The thing is, this is the third time in 2 months I’ve had this. The only common denominator I can figure out is that it always happened after working a full 8-hour shift at the store – a rarity for me. I’m typically there in 4-5 hour increments. I don’t know if that had anything to do with the illness itself, and my doctor sorta looked at me like I was crazy when I told him about it, but that’s the only similarity I can find. I sort of wondered if the food on the hot bar might be making me sick, since I almost always get my lunch from there when I work full shifts, but I’ve been told that food poisoning only lasts for 24 hours.
Regardless, the episode totally threw me off this week, and I have a hard time keeping all the balls in the air as it is. I excitedly signed up for a Thursday morning Beth Moore Bible study at my old church, but I have had to miss the majority of the sessions thus far. I am finally going back to seriously working on my book, but I’m so out of sorts, all of notes and info look more like someone took a 1,000-piece jigsaw puzzle and dumped it on my desk.

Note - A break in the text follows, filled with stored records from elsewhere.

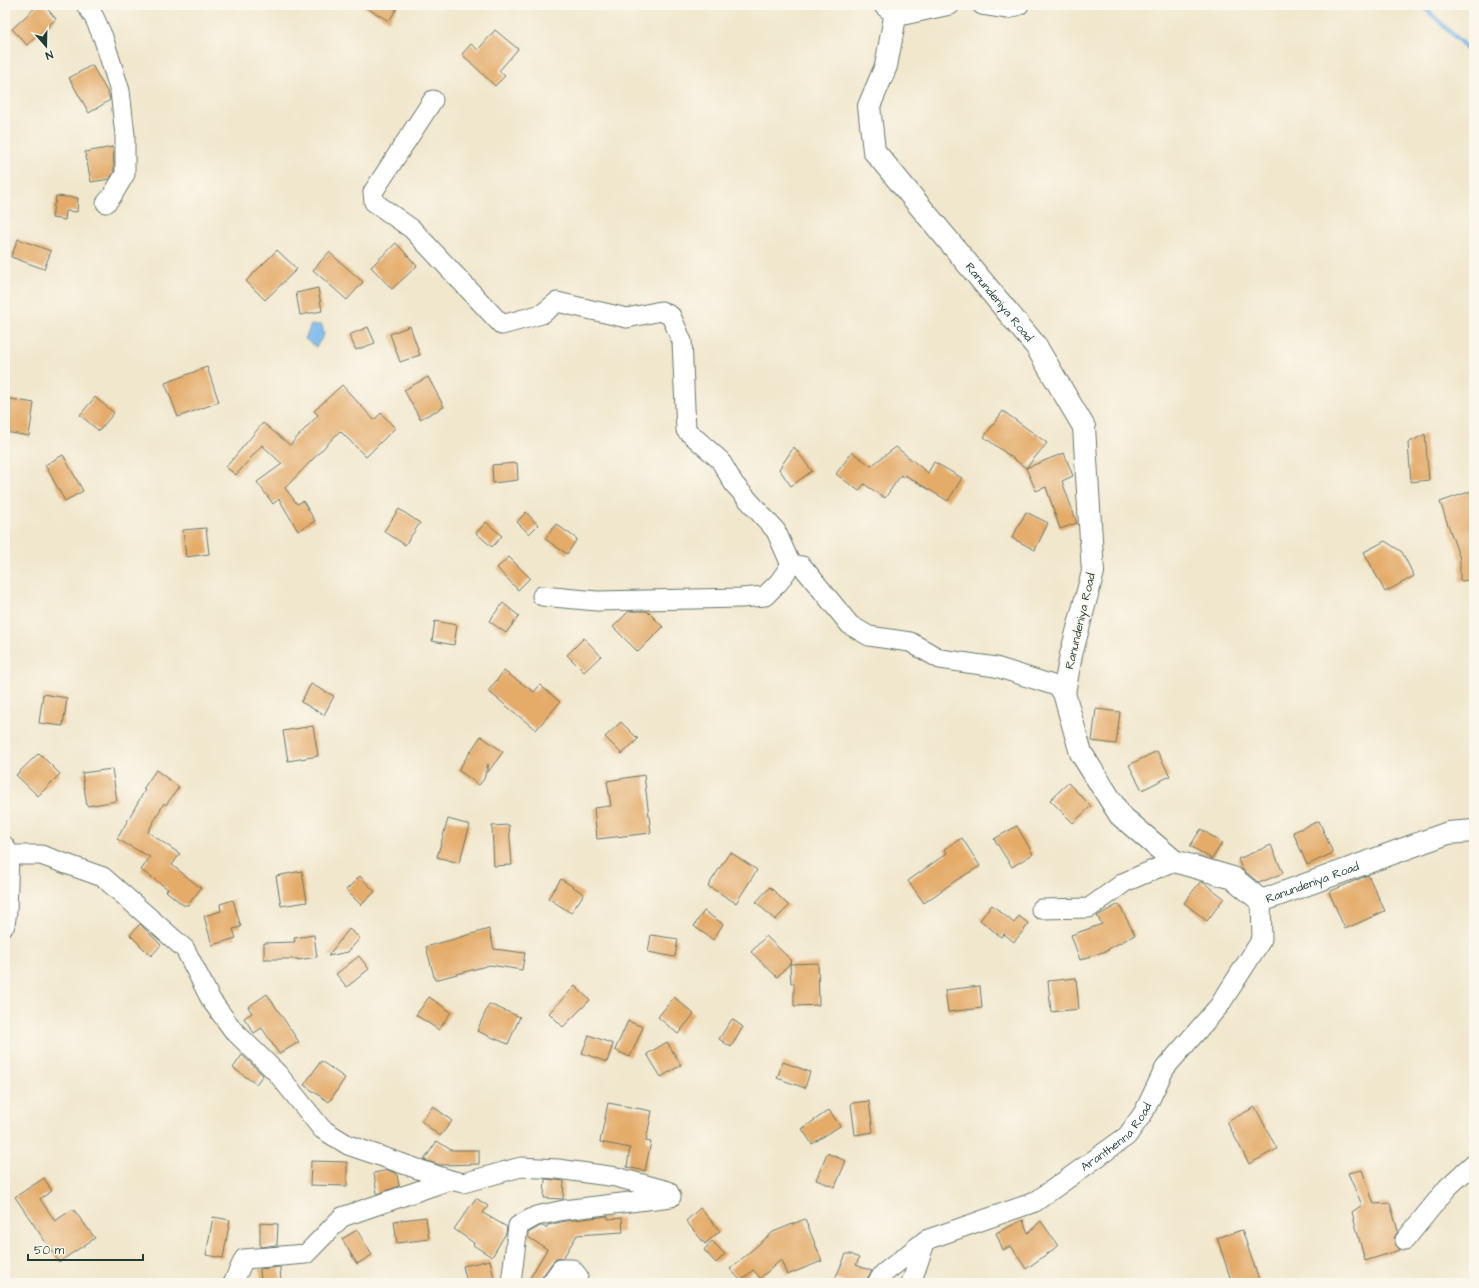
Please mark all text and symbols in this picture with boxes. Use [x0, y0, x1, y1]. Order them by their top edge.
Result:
north arrow [26, 26, 66, 66]
text: N [43, 47, 55, 63]
street label: Ranundeniya Road [961, 259, 1037, 346]
street label: Ranundeniya Road [1061, 571, 1101, 671]
street label: Ranundeniya Road [1263, 858, 1362, 908]
street label: Aranthenna Road [1077, 1100, 1156, 1176]
scale bar [28, 1236, 143, 1262]
text: 50 m [34, 1242, 65, 1259]

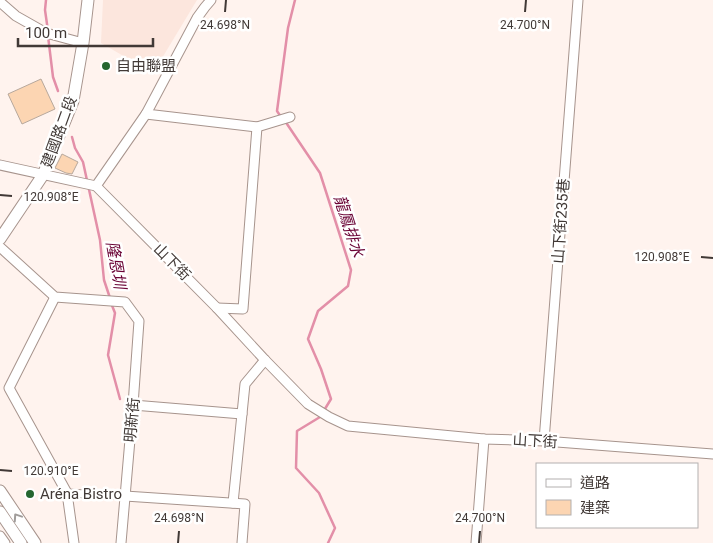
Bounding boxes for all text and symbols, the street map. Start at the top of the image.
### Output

It has been almost 4 years since my book came out. I feel like the cheerleader who breaks her leg, has to leave the squad, and when she comes back it’s all new girls. I’m out of the loop. And, yet, I’m really excited about getting back to work and making this thing a reality and not simply a topic of discussion.
I need an office. Not in this apartment complex.
I’m thinking that would help.
Off to the store I go. And I WON’T be hitting up the hot food bar!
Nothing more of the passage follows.